You are viewing a plain text version of this content. The canonical link for it is here.
Posted to dev@creadur.apache.org by Marija Šljivović <ma...@gmail.com> on 2009/04/08 07:45:37 UTC

Re: RAT 1 Cut&Paste Detector project

HI!

Firstly, I apologise for my English.

I make a small research for already known algorithms for
code-plagiarism detection There are several of them,
but I am afraid that neither one of them cannot be used in our case
because code for comparation is missing. I will search more about
that.

Lets talk about things we know now and which I can implement.

The greatest problem in this tool which have to be solved is that if
this tool is being run on large source-code, time for completely
processing of it will be very long. Because of that we have to make
logic which recognise "critical" code segments.
 We will try to develope our own heuristic which can recognize which
code is "good" for cut&paste, and then pass that code on examination
(of course, we must have an brute-force (will check everything) mode
in this tool).

There are several ideas for heuristic which will recognise code which
is "good for copy and paste". As I am suggested, which is good and
easy to implement is: If we recognise a comment in source code which
is "uncommon", we can check it on search engines.

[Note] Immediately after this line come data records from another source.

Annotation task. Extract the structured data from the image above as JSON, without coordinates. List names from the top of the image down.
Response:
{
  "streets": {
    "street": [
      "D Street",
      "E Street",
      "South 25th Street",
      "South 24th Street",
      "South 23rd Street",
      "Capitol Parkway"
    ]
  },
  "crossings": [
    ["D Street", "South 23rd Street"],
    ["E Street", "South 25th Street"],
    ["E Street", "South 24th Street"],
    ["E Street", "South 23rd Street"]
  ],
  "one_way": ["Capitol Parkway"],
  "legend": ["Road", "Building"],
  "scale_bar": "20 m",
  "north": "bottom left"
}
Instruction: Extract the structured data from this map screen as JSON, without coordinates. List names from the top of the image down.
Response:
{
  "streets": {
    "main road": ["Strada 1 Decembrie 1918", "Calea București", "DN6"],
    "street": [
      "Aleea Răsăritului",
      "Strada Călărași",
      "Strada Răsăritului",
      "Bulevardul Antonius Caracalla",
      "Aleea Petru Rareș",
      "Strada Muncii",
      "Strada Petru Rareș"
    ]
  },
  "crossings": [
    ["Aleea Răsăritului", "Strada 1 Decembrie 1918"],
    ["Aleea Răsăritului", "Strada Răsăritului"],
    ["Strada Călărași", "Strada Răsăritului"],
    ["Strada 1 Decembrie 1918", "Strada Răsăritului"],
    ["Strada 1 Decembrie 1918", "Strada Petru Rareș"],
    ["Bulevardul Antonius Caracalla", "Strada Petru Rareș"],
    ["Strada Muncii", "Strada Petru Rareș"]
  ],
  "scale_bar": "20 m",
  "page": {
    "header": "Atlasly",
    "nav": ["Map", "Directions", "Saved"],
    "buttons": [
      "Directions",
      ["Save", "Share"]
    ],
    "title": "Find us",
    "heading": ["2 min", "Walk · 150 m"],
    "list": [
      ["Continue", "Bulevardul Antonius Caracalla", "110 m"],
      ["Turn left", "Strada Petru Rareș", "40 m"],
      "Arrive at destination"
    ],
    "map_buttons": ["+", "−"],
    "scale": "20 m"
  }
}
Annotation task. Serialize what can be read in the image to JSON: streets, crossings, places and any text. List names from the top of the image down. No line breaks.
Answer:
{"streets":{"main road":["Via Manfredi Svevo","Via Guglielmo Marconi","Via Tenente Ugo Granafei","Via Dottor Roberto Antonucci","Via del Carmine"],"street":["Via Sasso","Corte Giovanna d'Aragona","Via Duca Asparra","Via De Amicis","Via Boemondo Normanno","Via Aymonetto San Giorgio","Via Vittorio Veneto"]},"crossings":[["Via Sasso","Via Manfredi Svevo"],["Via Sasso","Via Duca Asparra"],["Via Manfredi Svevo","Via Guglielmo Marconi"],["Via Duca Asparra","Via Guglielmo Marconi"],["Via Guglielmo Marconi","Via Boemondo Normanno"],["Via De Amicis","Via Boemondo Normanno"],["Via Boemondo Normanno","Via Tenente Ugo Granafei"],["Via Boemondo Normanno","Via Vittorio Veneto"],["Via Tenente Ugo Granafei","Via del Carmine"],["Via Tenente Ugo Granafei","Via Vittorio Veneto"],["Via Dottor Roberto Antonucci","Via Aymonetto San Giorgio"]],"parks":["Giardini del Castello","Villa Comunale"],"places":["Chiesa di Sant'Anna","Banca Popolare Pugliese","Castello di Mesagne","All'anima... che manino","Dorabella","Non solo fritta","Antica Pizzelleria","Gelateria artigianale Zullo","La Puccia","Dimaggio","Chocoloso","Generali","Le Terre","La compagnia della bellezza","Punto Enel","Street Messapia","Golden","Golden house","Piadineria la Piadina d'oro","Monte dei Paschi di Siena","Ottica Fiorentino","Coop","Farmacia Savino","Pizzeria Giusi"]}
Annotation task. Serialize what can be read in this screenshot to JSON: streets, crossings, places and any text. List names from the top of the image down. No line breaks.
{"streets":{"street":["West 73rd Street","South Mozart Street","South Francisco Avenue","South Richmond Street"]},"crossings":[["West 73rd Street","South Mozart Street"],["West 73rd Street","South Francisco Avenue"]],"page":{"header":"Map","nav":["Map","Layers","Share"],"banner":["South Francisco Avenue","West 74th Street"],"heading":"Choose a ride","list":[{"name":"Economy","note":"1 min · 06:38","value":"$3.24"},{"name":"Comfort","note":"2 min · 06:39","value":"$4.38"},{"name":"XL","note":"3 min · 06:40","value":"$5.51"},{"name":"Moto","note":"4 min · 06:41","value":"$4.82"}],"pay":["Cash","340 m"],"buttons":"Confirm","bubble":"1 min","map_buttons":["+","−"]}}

Identical non-common
comment will be great indication of possible plagiarised code.
 In addition, identical comment with even small amount of "identical"
source code associated with them is the sign of cut&pasted code too.

If we can somehow recognize "independent" code chunks (almost all
variables are in this part of code and this part of code works only
with this variables and returns or sets single result), like
functions, this code will be sent to be checked because code with
these properties is more often plagiarised.

Instead of this we can do it in opposite way by removing code which is
common - for example in Java we use setProperty() and getProperty()
methods very often. If we exclude this code of our code for
comparation, we can send all rest to be checked.

Code "good" for copying is very complex code with little number of
input variables (searching functions, sorting functions...)

I think that just one thing is sure - there is no generic, universal
algorithm with which we will get good results... Well-documented
combination of rules that defines common copied code in combination
with brute-force approach can get best results.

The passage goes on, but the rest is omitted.